This International Women’s Day (March 8th) kicks off a yearlong campaign called #BalanceForBetter, which aims to encourage gender balance in boardrooms, in the media, and in wealth as a way for economies to thrive.
While achieving gender equality and women’s empowerment will require significant efforts from government and local civil society, the importance of private sector engagement in advancing women’s economic empowerment cannot be overstated. The private sector is required as both an investor in and an implementor of gender equality and women’s empowerment, supporting more and better access to finance, markets, and product and services for women and girls.
Both blended finance and gender-lens investing represent significant opportunities for development practitioners and commercial investors alike to address gender imbalances, along with the potential to achieve meaningful development impact and mobilize additional financing at scale.
Convergence identifies five sectors / themes where blended finance has played an outsized role in mobilizing additional financing to scale activities that promote gender equality and women’s empowerment, these include: financial inclusion, SME financing, health, education, and infrastructure. Read more in our Blended Finance Deep Dive on Gender (Consultation Paper), commissioned by the Swedish International Development Cooperation Agency (Sida).
More ‘deliberate action’ is needed
Yet, there has been skepticism in the past that blended finance may exacerbate inequalities between women and men. Some argue that that women are less likely to benefit from blended finance projects – unless deliberate action is taken – given the complex mix of social, economic and political discrimination that they face. For example, a blended finance project that seeks to improve opportunities for technical skilled workers may inadvertently increase inequality if those sectors are already dominated by men, unless complementary actions are taken to break down the gender barriers.
Admittedly, our analysis finds that blended finance practitioners have largely not taken deliberate action to integrate gender in a comprehensive or standardized way. Based on Convergence’s database of blended finance deals, approximately one quarter of blended finance deals have targeted – in full or part – women and girls.
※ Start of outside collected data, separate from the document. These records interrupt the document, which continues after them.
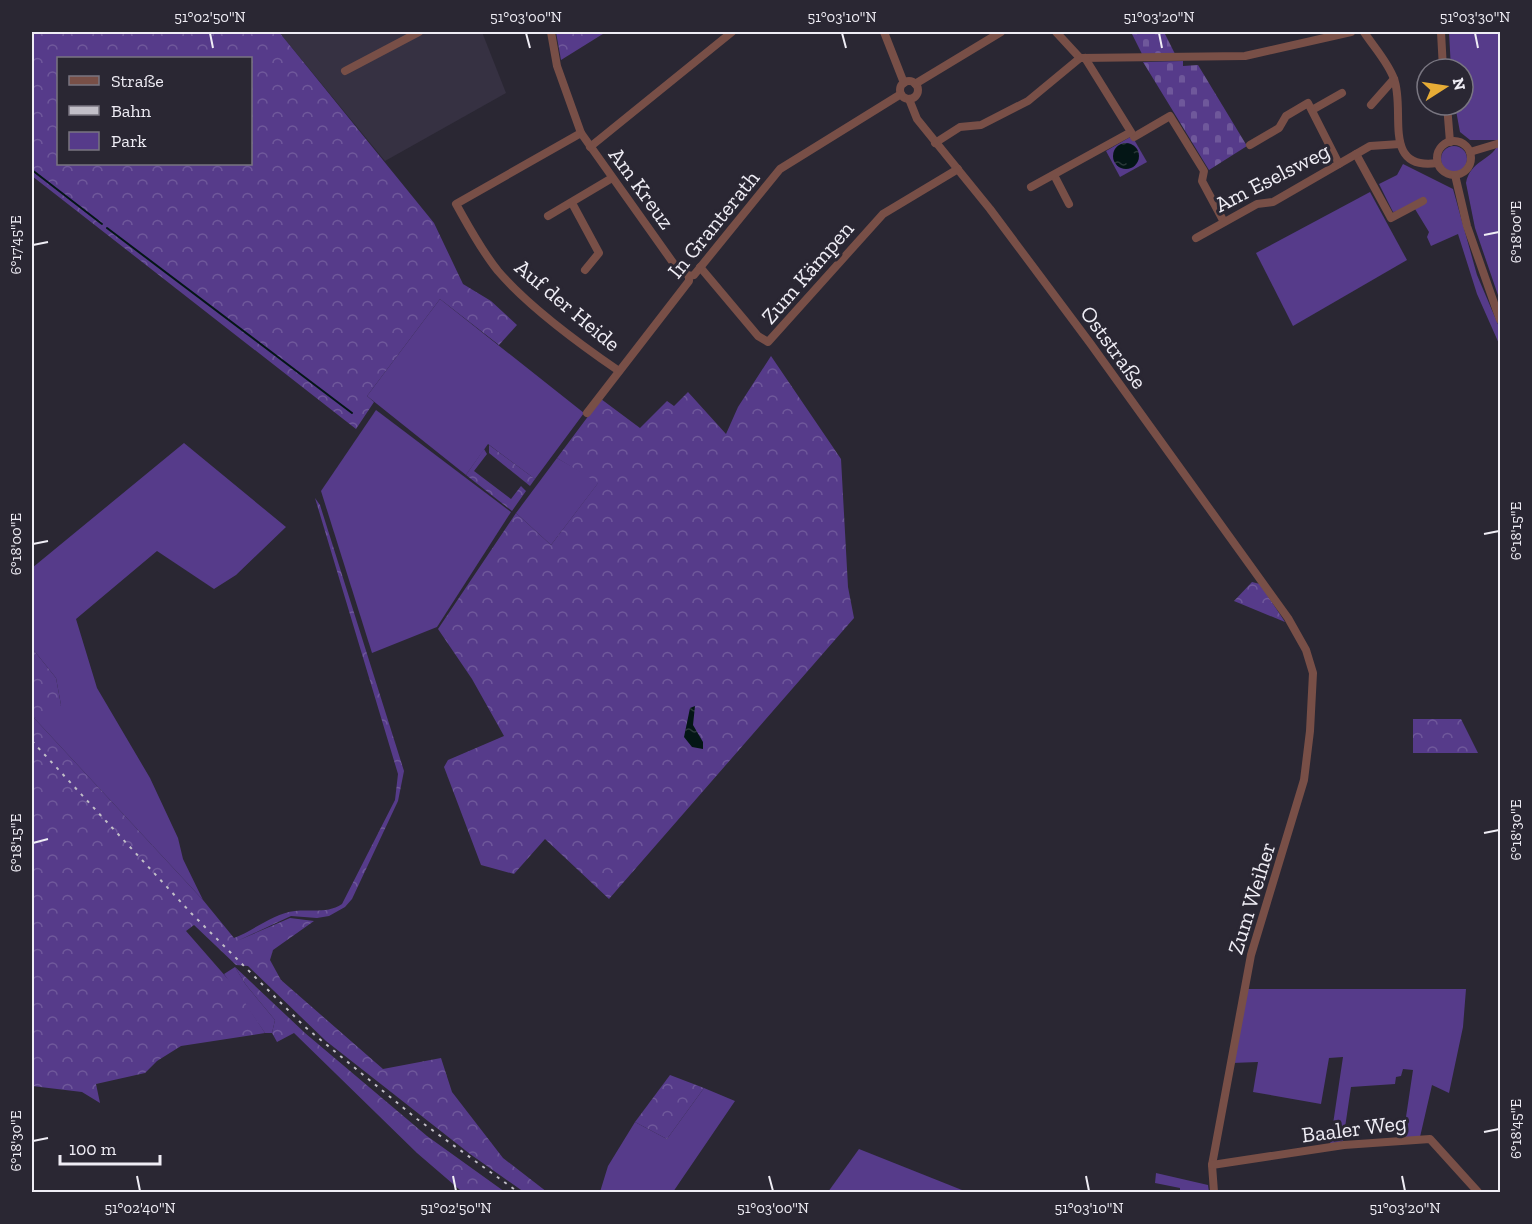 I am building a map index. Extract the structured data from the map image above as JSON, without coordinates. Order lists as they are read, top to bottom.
{
  "streets": {
    "street": [
      "Am Eselsweg",
      "Am Kreuz",
      "In Granterath",
      "Zum Kämpen",
      "Auf der Heide",
      "Oststraße",
      "Zum Weiher",
      "Baaler Weg"
    ]
  },
  "crossings": [
    ["Am Kreuz", "In Granterath"],
    ["Am Kreuz", "Auf der Heide"],
    ["In Granterath", "Zum Kämpen"],
    ["In Granterath", "Auf der Heide"],
    ["In Granterath", "Oststraße"],
    ["Zum Kämpen", "Oststraße"],
    ["Oststraße", "Zum Weiher"],
    ["Zum Weiher", "Baaler Weg"]
  ],
  "legend": ["Straße", "Bahn", "Park"],
  "scale_bar": "100 m",
  "north": "right",
  "coordinates": [
    "51°02'50\"N",
    "51°03'00\"N",
    "51°03'10\"N",
    "51°03'20\"N",
    "51°03'30\"N",
    "6°18'00\"E",
    "6°17'45\"E",
    "6°18'15\"E",
    "6°18'30\"E",
    "6°18'45\"E",
    "51°02'40\"N"
  ]
} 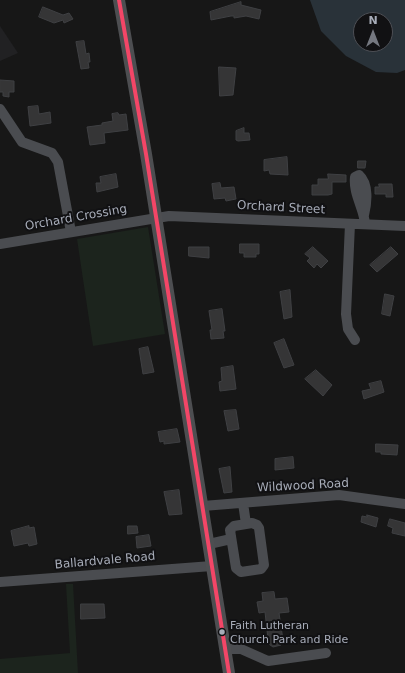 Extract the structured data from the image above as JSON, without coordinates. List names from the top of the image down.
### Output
{
  "streets": {
    "street": [
      "Orchard Street",
      "Orchard Crossing",
      "Wildwood Road",
      "Ballardvale Road"
    ]
  },
  "crossings": [
    ["Orchard Street", "Orchard Crossing"]
  ],
  "places": ["Faith Lutheran Church Park and Ride"],
  "north": "top"
} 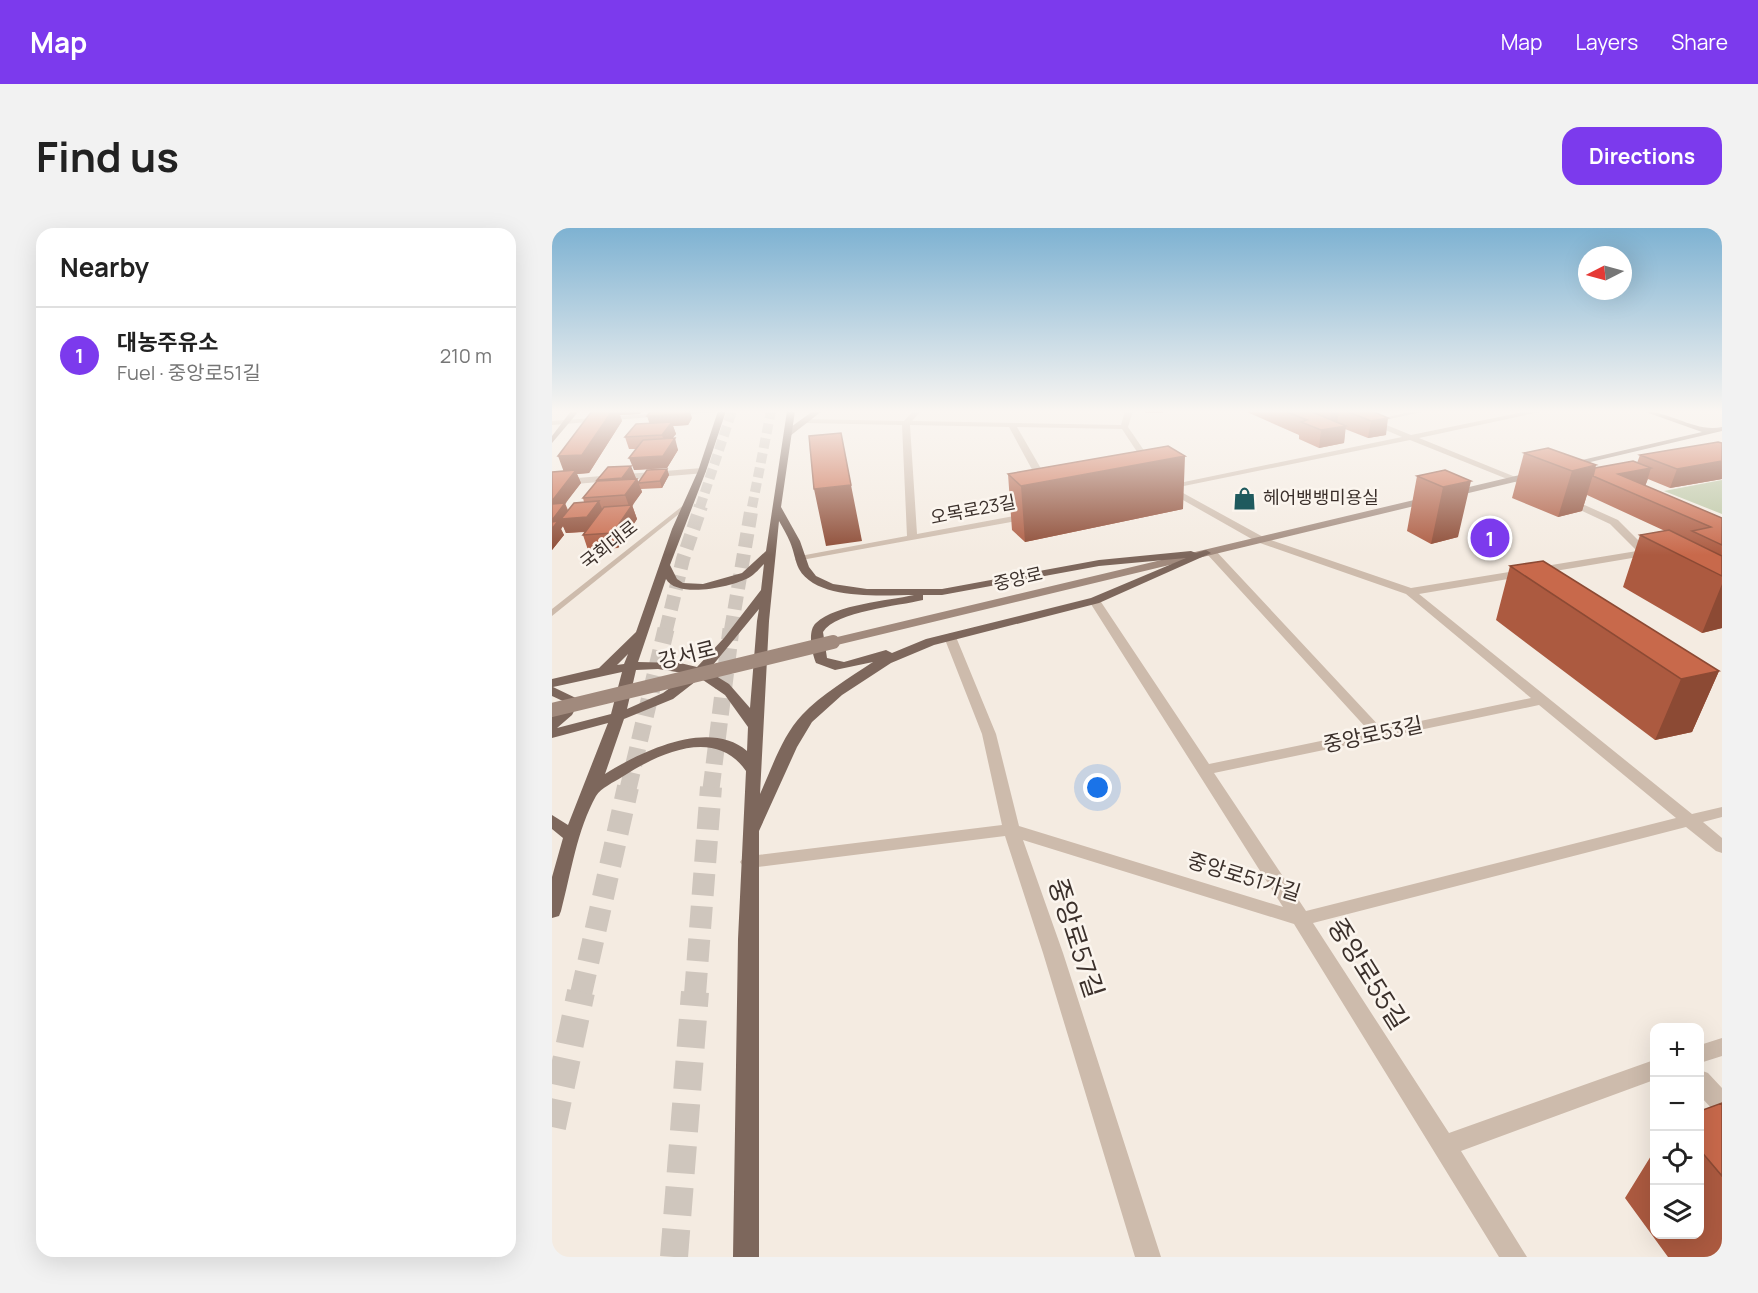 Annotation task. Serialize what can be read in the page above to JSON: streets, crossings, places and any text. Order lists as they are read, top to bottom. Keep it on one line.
{"streets":{"main road":["중앙로","강서로"],"street":["오목로23길","중앙로53길","중앙로51가길","중앙로57길","중앙로55길"],"lane":["국회대로"]},"crossings":[["중앙로","강서로"],["중앙로53길","중앙로55길"],["중앙로51가길","중앙로57길"],["중앙로51가길","중앙로55길"]],"places":{"shop":["헤어뱅뱅미용실"]},"north":"left","page":{"header":"Map","nav":["Map","Layers","Share"],"title":"Find us","buttons":"Directions","heading":"Nearby","list":[{"mark":"1","name":"대농주유소","note":"Fuel · 중앙로51길","value":"210 m"}],"pins":"1","map_buttons":["+","−"]}} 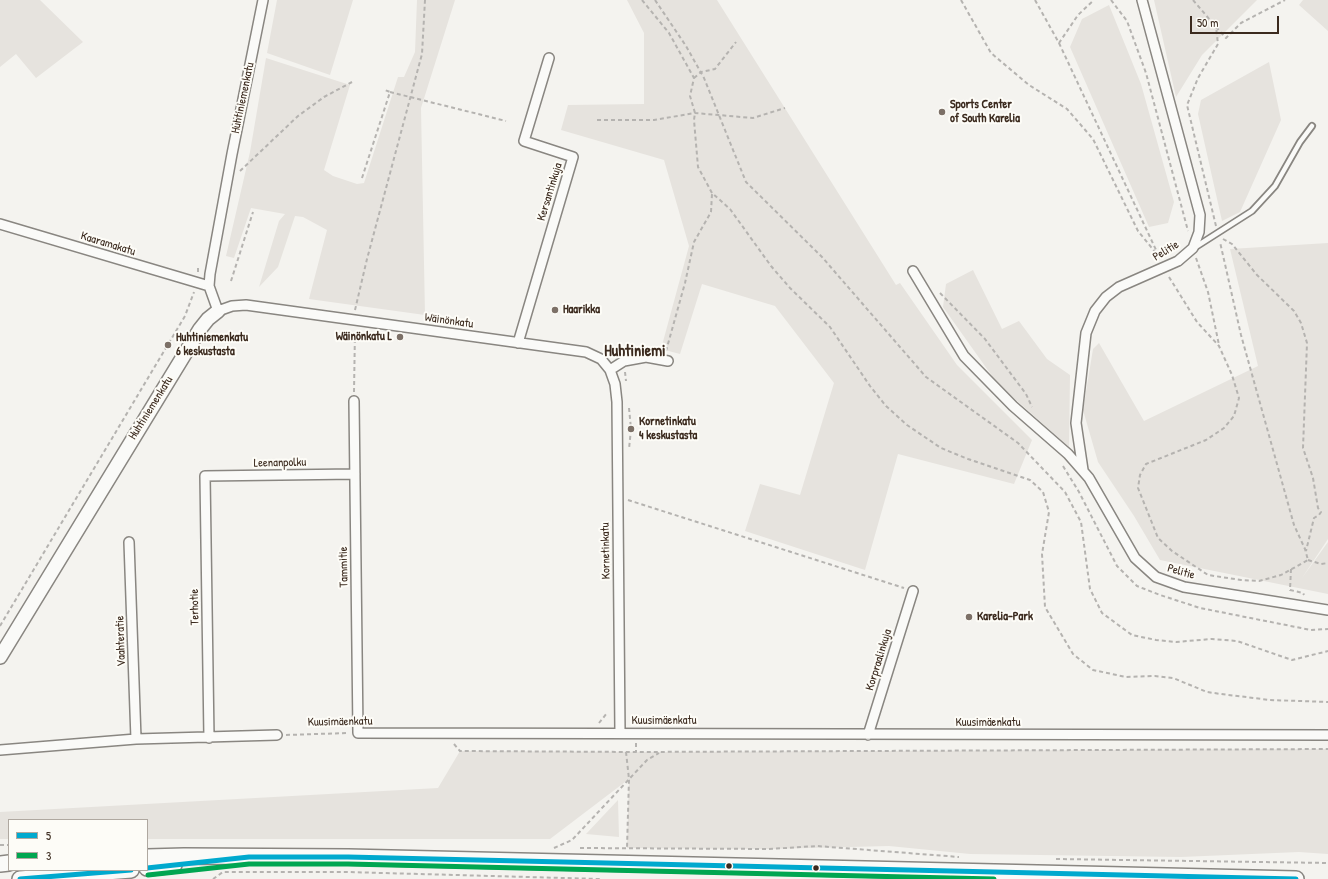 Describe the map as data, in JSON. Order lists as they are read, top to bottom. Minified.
{"streets":{"street":["Huhtiniemenkatu","Kersantinkuja","Kaaramakatu","Pelitie","Wäinönkatu","Leenanpolku","Kornetinkatu","Tammitie","Terhotie","Vaahteratie","Korpraalinkuja","Kuusimäenkatu"]},"crossings":[["Huhtiniemenkatu","Kaaramakatu"],["Huhtiniemenkatu","Wäinönkatu"],["Kersantinkuja","Wäinönkatu"],["Wäinönkatu","Kornetinkatu"],["Leenanpolku","Tammitie"],["Leenanpolku","Terhotie"],["Kornetinkatu","Kuusimäenkatu"],["Tammitie","Kuusimäenkatu"],["Korpraalinkuja","Kuusimäenkatu"]],"districts":["Huhtiniemi"],"places":["Sports Center of South Karelia","Haarikka","Wäinönkatu L","Huhtiniemenkatu 6 keskustasta","Kornetinkatu 4 keskustasta","Karelia-Park"],"lines":["transit line 5","transit line 3"],"legend":["5","3"],"scale_bar":"50 m"} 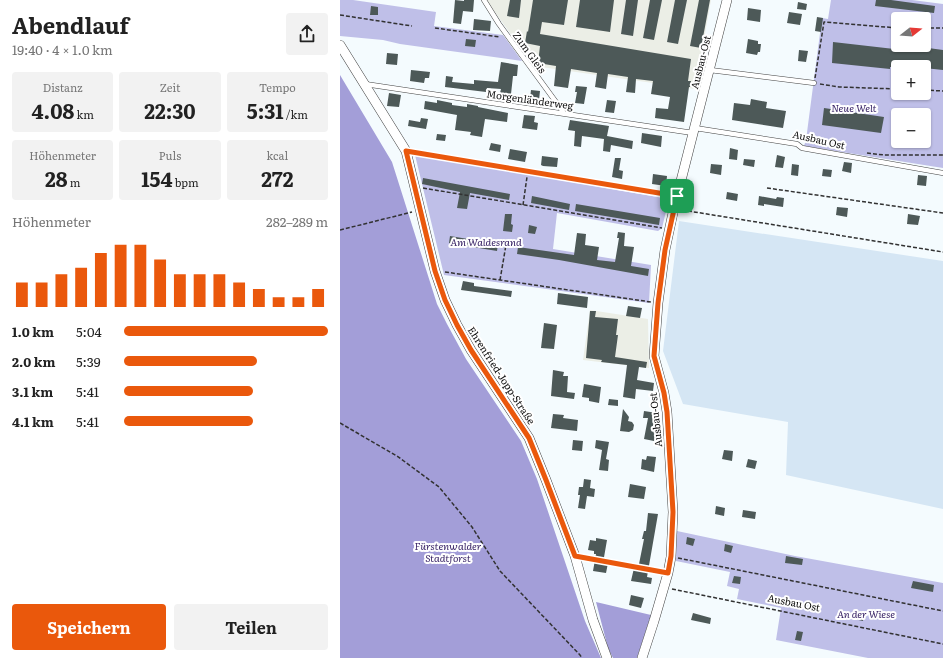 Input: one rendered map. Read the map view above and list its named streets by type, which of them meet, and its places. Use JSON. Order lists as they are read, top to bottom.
{
  "streets": {
    "street": ["Ausbau-Ost", "Ehrenfried-Jopp-Straße"],
    "lane": ["Zum Gleis", "Morgenländerweg", "Ausbau Ost"]
  },
  "crossings": [
    ["Zum Gleis", "Morgenländerweg"],
    ["Ausbau-Ost", "Morgenländerweg"],
    ["Ausbau-Ost", "Ausbau Ost"],
    ["Morgenländerweg", "Ausbau Ost"],
    ["Morgenländerweg", "Ehrenfried-Jopp-Straße"]
  ],
  "parks": [
    "Neue Welt",
    "Am Waldesrand",
    "Fürstenwalder Stadtforst",
    "An der Wiese"
  ],
  "north": "right",
  "page": {
    "heading": ["Abendlauf", "19:40 · 4 × 1.0 km"],
    "map_buttons": ["+", "−"],
    "stats": [
      ["Distanz", "4.08 km"],
      ["Zeit", "22:30"],
      ["Tempo", "5:31 /km"],
      ["Höhenmeter", "28 m"],
      ["Puls", "154 bpm"],
      ["kcal", "272"]
    ],
    "chart": ["Höhenmeter", "282–289 m"],
    "list": [
      {
        "name": "1.0 km",
        "note": "5:04"
      },
      {
        "name": "2.0 km",
        "note": "5:39"
      },
      {
        "name": "3.1 km",
        "note": "5:41"
      },
      {
        "name": "4.1 km",
        "note": "5:41"
      }
    ],
    "buttons": ["Speichern", "Teilen"]
  }
}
In the majority of these gender-related blended finance deals, gender is only a partial focus and only 20% of these deals (5% of all blended finance deals) have women and girls as a principal focus.
However, analysis from the Organisation for Economic Cooperation and Development (OECD) reveals that very similar levels (only 4%) of bilateral aid are dedicated to gender equality as a main objective. In the economic and productive sectors (e.g., infrastructure, banking), where the majority of blended finance transactions happen, this number was even lower, with only 1% of aid dedicated to gender equality and women’s empowerment as the main objective. This reflects the need for more gender mainstreaming across the board to achieve the Sustainable Development Goals (SDGs).
#BalanceForBetter Blended Finance
So how do we get more deliberate about #BalanceForBetter in blended finance? Two important steps are proactive gender assessments (i.e., pre-investment) and effective monitoring and evaluation (i.e., post-investment).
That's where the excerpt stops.